Segment Start: Exercise inputs
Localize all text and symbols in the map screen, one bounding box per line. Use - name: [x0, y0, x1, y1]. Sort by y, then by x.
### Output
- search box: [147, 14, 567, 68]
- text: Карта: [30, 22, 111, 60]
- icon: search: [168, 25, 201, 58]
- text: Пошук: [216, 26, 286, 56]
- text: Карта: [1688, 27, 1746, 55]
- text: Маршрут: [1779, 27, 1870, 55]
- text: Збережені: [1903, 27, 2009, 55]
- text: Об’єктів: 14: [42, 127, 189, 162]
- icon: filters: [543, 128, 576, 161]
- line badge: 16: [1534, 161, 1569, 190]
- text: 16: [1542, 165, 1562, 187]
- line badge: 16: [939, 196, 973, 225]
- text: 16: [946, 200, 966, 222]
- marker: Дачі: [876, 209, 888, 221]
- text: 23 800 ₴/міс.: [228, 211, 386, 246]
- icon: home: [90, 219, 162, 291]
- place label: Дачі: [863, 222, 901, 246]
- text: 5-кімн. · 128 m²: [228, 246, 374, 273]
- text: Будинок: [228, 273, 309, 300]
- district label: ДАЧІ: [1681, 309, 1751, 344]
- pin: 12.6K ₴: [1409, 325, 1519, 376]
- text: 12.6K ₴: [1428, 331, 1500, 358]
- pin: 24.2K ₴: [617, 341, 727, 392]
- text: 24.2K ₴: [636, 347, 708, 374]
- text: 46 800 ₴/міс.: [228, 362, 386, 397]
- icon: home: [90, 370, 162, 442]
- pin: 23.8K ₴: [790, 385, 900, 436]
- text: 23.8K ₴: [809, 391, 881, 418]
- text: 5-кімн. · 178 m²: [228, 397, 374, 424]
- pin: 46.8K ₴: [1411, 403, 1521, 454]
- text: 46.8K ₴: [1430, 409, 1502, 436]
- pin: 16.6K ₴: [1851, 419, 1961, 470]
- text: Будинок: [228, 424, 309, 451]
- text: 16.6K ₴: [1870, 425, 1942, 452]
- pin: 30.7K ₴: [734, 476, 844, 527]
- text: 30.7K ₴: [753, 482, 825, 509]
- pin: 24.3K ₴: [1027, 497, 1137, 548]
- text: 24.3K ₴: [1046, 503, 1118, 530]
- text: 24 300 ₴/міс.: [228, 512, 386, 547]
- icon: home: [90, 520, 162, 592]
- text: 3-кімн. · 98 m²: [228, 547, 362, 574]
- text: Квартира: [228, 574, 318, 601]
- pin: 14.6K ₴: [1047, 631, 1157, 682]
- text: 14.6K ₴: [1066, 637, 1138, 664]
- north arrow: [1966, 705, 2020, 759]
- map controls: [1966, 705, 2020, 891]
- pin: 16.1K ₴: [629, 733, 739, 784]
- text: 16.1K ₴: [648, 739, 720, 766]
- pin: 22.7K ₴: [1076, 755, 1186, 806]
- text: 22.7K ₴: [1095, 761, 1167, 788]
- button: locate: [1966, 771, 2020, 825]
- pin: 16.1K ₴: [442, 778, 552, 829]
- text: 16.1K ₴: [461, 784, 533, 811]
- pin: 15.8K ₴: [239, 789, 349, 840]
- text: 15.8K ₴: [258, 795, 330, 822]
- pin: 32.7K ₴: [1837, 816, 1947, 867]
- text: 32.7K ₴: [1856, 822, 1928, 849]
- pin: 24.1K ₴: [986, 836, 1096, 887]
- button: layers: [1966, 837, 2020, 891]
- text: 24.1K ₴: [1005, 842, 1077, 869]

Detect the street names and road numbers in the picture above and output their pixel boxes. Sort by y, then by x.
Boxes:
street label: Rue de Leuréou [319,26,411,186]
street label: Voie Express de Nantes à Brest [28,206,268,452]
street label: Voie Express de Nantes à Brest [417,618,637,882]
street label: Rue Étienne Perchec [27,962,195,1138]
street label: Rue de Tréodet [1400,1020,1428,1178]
Segment End: Exercise inputs
▶ _Work order_
Each line in the listing needs to be copied exactly.

▶ _The answer_
Localize all text and symbols in the map screen, one bounding box per line. Use - name: [x0, y0, x1, y1]. Sort by y, then by x.
### Output
- search box: [147, 14, 567, 68]
- text: Карта: [30, 22, 111, 60]
- icon: search: [168, 25, 201, 58]
- text: Пошук: [216, 26, 286, 56]
- text: Карта: [1688, 27, 1746, 55]
- text: Маршрут: [1779, 27, 1870, 55]
- text: Збережені: [1903, 27, 2009, 55]
- text: Об’єктів: 14: [42, 127, 189, 162]
- icon: filters: [543, 128, 576, 161]
- line badge: 16: [1534, 161, 1569, 190]
- text: 16: [1542, 165, 1562, 187]
- line badge: 16: [939, 196, 973, 225]
- text: 16: [946, 200, 966, 222]
- marker: Дачі: [876, 209, 888, 221]
- text: 23 800 ₴/міс.: [228, 211, 386, 246]
- icon: home: [90, 219, 162, 291]
- place label: Дачі: [863, 222, 901, 246]
- text: 5-кімн. · 128 m²: [228, 246, 374, 273]
- text: Будинок: [228, 273, 309, 300]
- district label: ДАЧІ: [1681, 309, 1751, 344]
- pin: 12.6K ₴: [1409, 325, 1519, 376]
- text: 12.6K ₴: [1428, 331, 1500, 358]
- pin: 24.2K ₴: [617, 341, 727, 392]
- text: 24.2K ₴: [636, 347, 708, 374]
- text: 46 800 ₴/міс.: [228, 362, 386, 397]
- icon: home: [90, 370, 162, 442]
- pin: 23.8K ₴: [790, 385, 900, 436]
- text: 23.8K ₴: [809, 391, 881, 418]
- text: 5-кімн. · 178 m²: [228, 397, 374, 424]
- pin: 46.8K ₴: [1411, 403, 1521, 454]
- text: 46.8K ₴: [1430, 409, 1502, 436]
- pin: 16.6K ₴: [1851, 419, 1961, 470]
- text: Будинок: [228, 424, 309, 451]
- text: 16.6K ₴: [1870, 425, 1942, 452]
- pin: 30.7K ₴: [734, 476, 844, 527]
- text: 30.7K ₴: [753, 482, 825, 509]
- pin: 24.3K ₴: [1027, 497, 1137, 548]
- text: 24.3K ₴: [1046, 503, 1118, 530]
- text: 24 300 ₴/міс.: [228, 512, 386, 547]
- icon: home: [90, 520, 162, 592]
- text: 3-кімн. · 98 m²: [228, 547, 362, 574]
- text: Квартира: [228, 574, 318, 601]
- pin: 14.6K ₴: [1047, 631, 1157, 682]
- text: 14.6K ₴: [1066, 637, 1138, 664]
- north arrow: [1966, 705, 2020, 759]
- map controls: [1966, 705, 2020, 891]
- pin: 16.1K ₴: [629, 733, 739, 784]
- text: 16.1K ₴: [648, 739, 720, 766]
- pin: 22.7K ₴: [1076, 755, 1186, 806]
- text: 22.7K ₴: [1095, 761, 1167, 788]
- button: locate: [1966, 771, 2020, 825]
- pin: 16.1K ₴: [442, 778, 552, 829]
- text: 16.1K ₴: [461, 784, 533, 811]
- pin: 15.8K ₴: [239, 789, 349, 840]
- text: 15.8K ₴: [258, 795, 330, 822]
- pin: 32.7K ₴: [1837, 816, 1947, 867]
- text: 32.7K ₴: [1856, 822, 1928, 849]
- pin: 24.1K ₴: [986, 836, 1096, 887]
- button: layers: [1966, 837, 2020, 891]
- text: 24.1K ₴: [1005, 842, 1077, 869]

Detect the street names and road numbers in the picture above and output their pixel boxes. Sort by y, then by x.
Boxes:
street label: Rue de Leuréou [319,26,411,186]
street label: Voie Express de Nantes à Brest [28,206,268,452]
street label: Voie Express de Nantes à Brest [417,618,637,882]
street label: Rue Étienne Perchec [27,962,195,1138]
street label: Rue de Tréodet [1400,1020,1428,1178]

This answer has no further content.